Le texte qui suit est extrait de la conférence d-Yves-Jacques Bouin. Il est donc écrit à la première personne.

Nous nous intéresserons à la profération du texte littéraire.
Première chose à savoir : l'expression orale est un acte sportif. Comme n'importe quelle  activité sportive la parole fait appel à toutes les énergies du corps. Si au bout d'une heure passée à parler on ne se sent pas physiquement, musculairement fatigué c'est que la profération n'a pas été optimum. Mais c'est aussi une bonne tonicité, une bonne synergie, qui va permettre de ne pas subir mais de maîtriser cette fatigue, qui dans le cas contraire conduirait à l'altération de la profération.
Pour illustrer mes propos, je ferai appel à un certain nombre de poèmes pris dans le répertoire des poètes contemporains. Pour certains très connus, pour d'autres beaucoup moins.
 silhouette

les quatre énergies

Il faut d'abord identifier les 4 énergies utilisées pour la profération :
 

l'énergie physique


Le mouvement, la force. L'appareil musculaire est logiquement sollicité pour la parole : à commencer par la respiration, les muscles du visage, le dos, le mouvement des bras, la stabilité des jambes et des pieds.
Pour illustrer de façon amusante cette dépense d'énergie physique, j'ai choisi un poème d'Henri Michaux : le grand combat.
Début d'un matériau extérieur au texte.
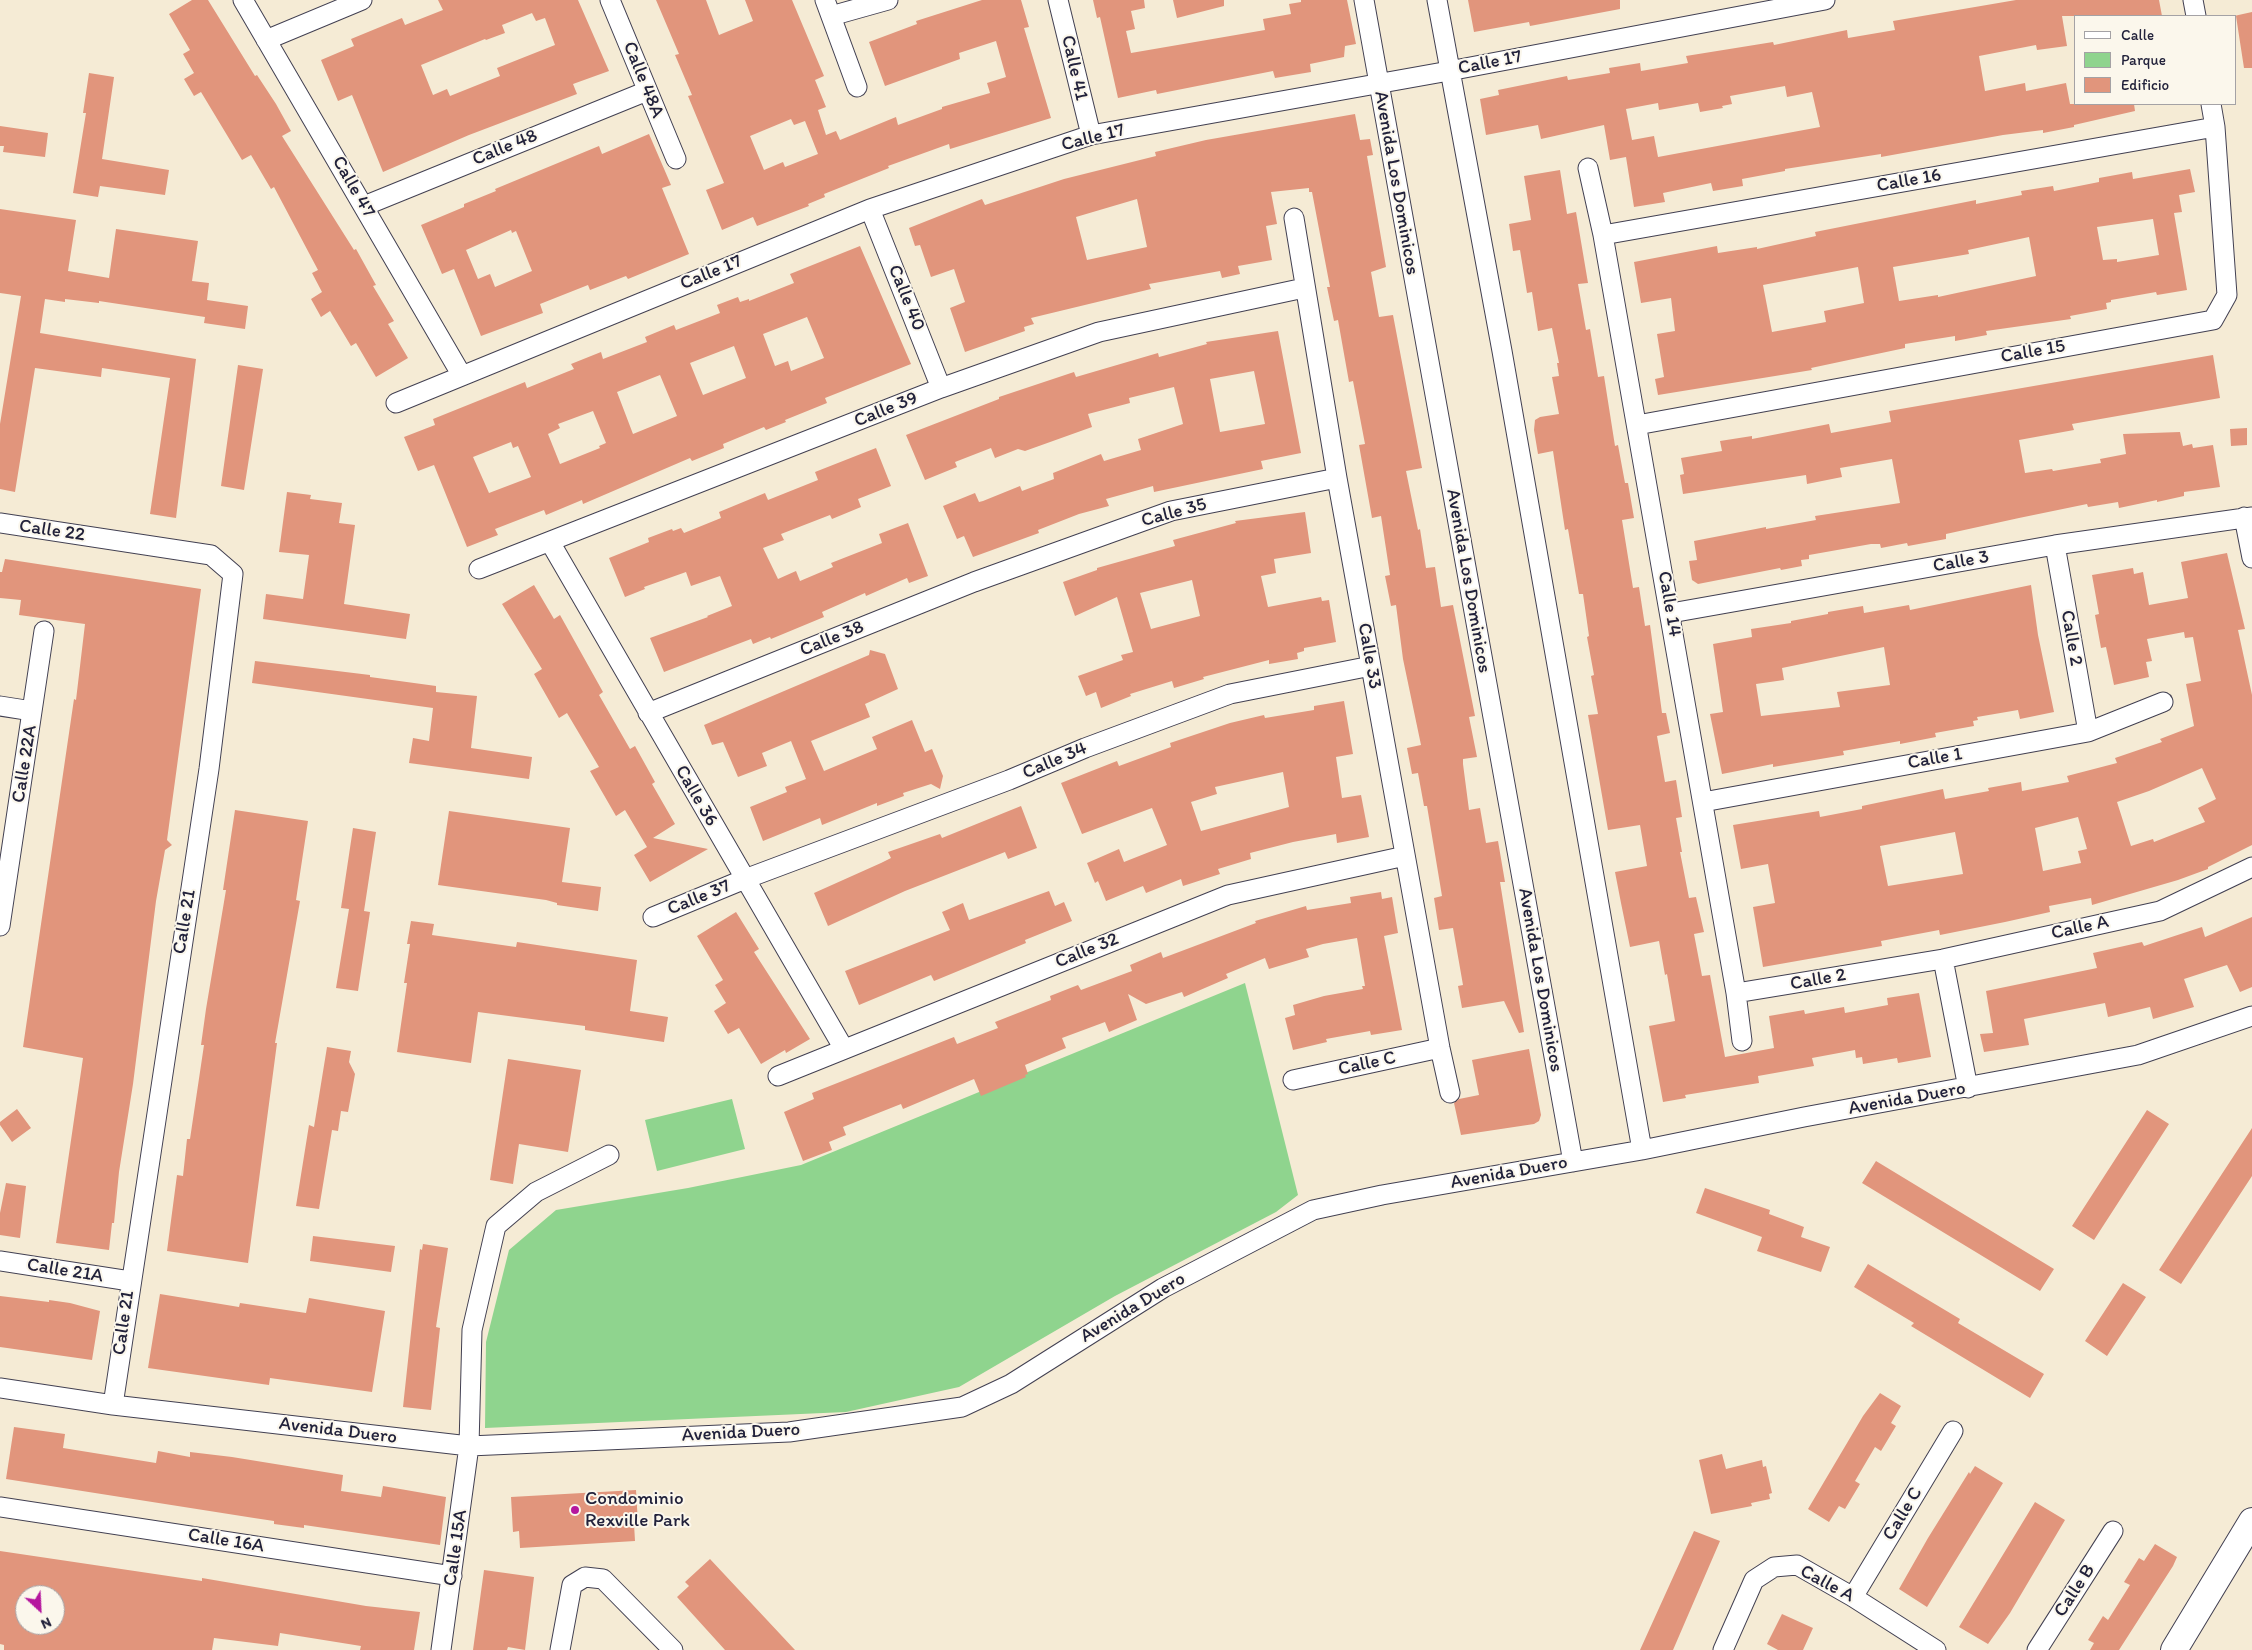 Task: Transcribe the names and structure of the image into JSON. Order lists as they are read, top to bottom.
{
  "streets": {
    "street": [
      "Calle 17",
      "Calle 41",
      "Calle 48A",
      "Calle 48",
      "Calle 16",
      "Avenida Los Dominicos",
      "Calle 47",
      "Calle 40",
      "Calle 15",
      "Calle 39",
      "Calle 35",
      "Calle 22",
      "Calle 3",
      "Calle 14",
      "Calle 2",
      "Calle 38",
      "Calle 33",
      "Calle 1",
      "Calle 34",
      "Calle 22A",
      "Calle 36",
      "Calle 37",
      "Calle 21",
      "Calle A",
      "Calle 32",
      "Calle C",
      "Avenida Duero",
      "Calle 21A",
      "Calle 16A",
      "Calle 15A",
      "Calle B"
    ]
  },
  "crossings": [
    ["Calle 17", "Calle 41"],
    ["Calle 17", "Avenida Los Dominicos"],
    ["Calle 17", "Calle 47"],
    ["Calle 17", "Calle 40"],
    ["Calle 48A", "Calle 48"],
    ["Calle 48", "Calle 47"],
    ["Calle 16", "Calle 15"],
    ["Calle 16", "Calle 14"],
    ["Avenida Los Dominicos", "Avenida Duero"],
    ["Calle 40", "Calle 39"],
    ["Calle 15", "Calle 14"],
    ["Calle 39", "Calle 33"],
    ["Calle 39", "Calle 36"],
    ["Calle 35", "Calle 38"],
    ["Calle 35", "Calle 33"],
    ["Calle 22", "Calle 21"],
    ["Calle 3", "Calle 14"],
    ["Calle 3", "Calle 2"],
    ["Calle 14", "Calle 2"],
    ["Calle 14", "Calle 1"],
    ["Calle 2", "Calle 1"],
    ["Calle 2", "Calle A"],
    ["Calle 38", "Calle 36"],
    ["Calle 33", "Calle 34"],
    ["Calle 33", "Calle 32"],
    ["Calle 33", "Calle C"],
    ["Calle 34", "Calle 36"],
    ["Calle 34", "Calle 37"],
    ["Calle 36", "Calle 37"],
    ["Calle 36", "Calle 32"],
    ["Calle 21", "Avenida Duero"],
    ["Calle 21", "Calle 21A"],
    ["Calle A", "Calle C"],
    ["Avenida Duero", "Calle 15A"],
    ["Calle 16A", "Calle 15A"]
  ],
  "places": ["Condominio Rexville Park"],
  "legend": ["Calle", "Parque", "Edificio"],
  "north": "bottom right"
}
[Yves-Jacques Bouin fait la lecture de ce texte]

Qu'en termes choisis ces choses-là sont dites. Dans ce poème qui abonde en néologismes, la lutte, la déstabilisation, le ventre sont évoqués, l'émotion également. Autant d'éléments auxquels nous sommes confrontés  avec la lecture à voix haute.
En matière d'expression orale,  le grand secret, c'est un peu celui de polichinelle comme on va le constater au cours de cette présentation.

l'énergie émotionnelle


Les émotions vont permettre aussi le passage à une bonne profération. Mais pas n'importe quelle émotion. En effet, les deux extrêmes d'une émotion non maîtrisée pour  celui qui parle en public sont d'un côté la timidité et de l'autre le cabotinage ; exprimer plus violemment : d'un côté l'inhibition et de l'autre l'hystérie. On voit avec l'une comme avec l'autre, les entraves et disfonctionnements que cela peut entraîner dans la parole. On peut ne pas pouvoir sortir un son, on peut rougir, on peut bégayer etc. Il est donc nécessaire de pouvoir maîtriser son émotion : l'éprouver, l'identifier ; repérer les situations dans lesquelles elles se manifestent. Une bonne connaissance des effets de l'émotion sur sa propre prise de parole va permettre le début de cette maîtrise. Et la maîtrise de l'émotion est ce que j'appellerai les sentiments. Les sentiments ne rendent pas malades, au contraire ils permettent de vivre et de traverser les situations sainement. Les sentiments sont l'émotion maîtrisée. L'émotion maîtrisée peut s'appliquer aux textes que nous avons à lire ou à dire. Elle devient un atout, un outil et non un licou. Maîtriser son émotion ce n'est pas la cacher, la réprimer, c'est la possibilité de la mobiliser, de la faire surgir, quand on en a le désir et avec l'intensité et la durée que l'on a choisies. Sa maîtrise permet de la communiquer aux autres.
Par exemple, avec peut-être, le poème le plus connu d'Apollinaire : Le pont Mirabeau (in Alcools).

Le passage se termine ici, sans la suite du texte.